Work to complete —
Include in the output exactly the lines from the opening of the data through the line containing "Quick job: What", and nothing more.

Data records: Begin

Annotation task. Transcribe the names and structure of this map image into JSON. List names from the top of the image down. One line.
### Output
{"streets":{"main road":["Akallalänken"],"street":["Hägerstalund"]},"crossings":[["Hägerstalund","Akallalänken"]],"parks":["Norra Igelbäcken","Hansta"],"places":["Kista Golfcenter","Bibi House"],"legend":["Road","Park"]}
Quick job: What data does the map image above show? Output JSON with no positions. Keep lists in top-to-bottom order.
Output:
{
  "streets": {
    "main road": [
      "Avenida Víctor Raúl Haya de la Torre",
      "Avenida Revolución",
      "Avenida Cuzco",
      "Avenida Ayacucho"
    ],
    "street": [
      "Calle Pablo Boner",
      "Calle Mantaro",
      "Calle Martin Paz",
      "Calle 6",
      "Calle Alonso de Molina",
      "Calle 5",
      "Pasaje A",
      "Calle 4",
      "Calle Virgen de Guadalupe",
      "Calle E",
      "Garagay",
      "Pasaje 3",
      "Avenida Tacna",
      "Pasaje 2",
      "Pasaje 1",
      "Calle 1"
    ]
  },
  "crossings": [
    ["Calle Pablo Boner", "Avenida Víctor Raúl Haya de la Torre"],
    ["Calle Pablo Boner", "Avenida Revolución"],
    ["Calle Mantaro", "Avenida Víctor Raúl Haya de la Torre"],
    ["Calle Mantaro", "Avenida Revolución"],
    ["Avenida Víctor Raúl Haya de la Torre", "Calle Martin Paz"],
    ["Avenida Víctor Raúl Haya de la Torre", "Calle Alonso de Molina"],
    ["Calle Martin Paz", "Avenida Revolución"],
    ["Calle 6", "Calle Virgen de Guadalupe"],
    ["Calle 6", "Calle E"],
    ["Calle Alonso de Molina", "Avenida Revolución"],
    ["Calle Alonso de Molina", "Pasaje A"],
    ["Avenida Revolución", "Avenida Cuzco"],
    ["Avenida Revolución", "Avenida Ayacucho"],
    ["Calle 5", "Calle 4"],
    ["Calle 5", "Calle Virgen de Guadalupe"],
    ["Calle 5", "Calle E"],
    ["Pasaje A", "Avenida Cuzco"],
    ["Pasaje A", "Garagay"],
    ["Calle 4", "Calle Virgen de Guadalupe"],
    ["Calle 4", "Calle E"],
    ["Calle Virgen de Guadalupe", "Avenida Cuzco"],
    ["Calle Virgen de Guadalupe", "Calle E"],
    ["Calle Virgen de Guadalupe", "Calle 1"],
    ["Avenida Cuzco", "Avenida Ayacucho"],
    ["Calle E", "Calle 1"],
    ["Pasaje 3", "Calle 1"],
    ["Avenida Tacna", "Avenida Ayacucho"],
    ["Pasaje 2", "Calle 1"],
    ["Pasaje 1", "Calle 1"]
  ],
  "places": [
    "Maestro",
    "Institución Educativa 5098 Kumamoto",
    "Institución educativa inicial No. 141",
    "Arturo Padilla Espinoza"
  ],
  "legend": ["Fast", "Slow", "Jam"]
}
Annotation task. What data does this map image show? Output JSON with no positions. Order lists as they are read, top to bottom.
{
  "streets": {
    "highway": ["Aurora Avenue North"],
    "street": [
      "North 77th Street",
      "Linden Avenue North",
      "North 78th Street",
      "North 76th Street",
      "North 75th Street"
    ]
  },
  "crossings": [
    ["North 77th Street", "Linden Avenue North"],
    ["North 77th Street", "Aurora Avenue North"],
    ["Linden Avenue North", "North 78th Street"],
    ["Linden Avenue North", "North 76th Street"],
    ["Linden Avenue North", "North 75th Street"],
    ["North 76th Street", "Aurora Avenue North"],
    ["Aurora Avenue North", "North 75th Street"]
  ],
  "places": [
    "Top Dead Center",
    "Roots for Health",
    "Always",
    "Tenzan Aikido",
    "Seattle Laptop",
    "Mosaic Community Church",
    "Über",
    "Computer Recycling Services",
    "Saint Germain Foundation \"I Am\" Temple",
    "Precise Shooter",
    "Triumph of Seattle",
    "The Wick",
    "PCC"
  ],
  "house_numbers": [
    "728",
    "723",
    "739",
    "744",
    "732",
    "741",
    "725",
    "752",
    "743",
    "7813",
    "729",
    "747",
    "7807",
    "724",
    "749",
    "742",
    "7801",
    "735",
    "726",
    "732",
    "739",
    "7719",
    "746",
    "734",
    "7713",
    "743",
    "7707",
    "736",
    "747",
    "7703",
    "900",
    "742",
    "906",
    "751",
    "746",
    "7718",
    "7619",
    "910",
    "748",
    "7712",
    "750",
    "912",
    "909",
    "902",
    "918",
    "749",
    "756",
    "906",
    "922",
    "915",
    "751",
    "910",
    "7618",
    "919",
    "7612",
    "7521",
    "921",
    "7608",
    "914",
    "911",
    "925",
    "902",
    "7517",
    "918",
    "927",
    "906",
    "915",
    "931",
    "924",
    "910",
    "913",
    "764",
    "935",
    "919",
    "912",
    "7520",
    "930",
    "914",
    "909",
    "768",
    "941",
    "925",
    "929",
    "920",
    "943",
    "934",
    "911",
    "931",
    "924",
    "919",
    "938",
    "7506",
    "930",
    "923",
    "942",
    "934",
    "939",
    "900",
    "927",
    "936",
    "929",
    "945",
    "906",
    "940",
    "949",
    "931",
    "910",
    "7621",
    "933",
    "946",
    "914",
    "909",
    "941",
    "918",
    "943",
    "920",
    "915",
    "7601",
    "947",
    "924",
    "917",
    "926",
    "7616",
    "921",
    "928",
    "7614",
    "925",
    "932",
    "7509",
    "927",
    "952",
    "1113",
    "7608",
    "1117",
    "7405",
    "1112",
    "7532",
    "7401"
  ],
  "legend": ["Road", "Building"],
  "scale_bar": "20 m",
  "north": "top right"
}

Data records: End

Response area —
Annotation task. Transcribe the names and structure of this map image into JSON. List names from the top of the image down. One line.
### Output
{"streets":{"main road":["Akallalänken"],"street":["Hägerstalund"]},"crossings":[["Hägerstalund","Akallalänken"]],"parks":["Norra Igelbäcken","Hansta"],"places":["Kista Golfcenter","Bibi House"],"legend":["Road","Park"]}
Quick job: What data does the map image above show? Output JSON with no positions. Keep lists in top-to-bottom order.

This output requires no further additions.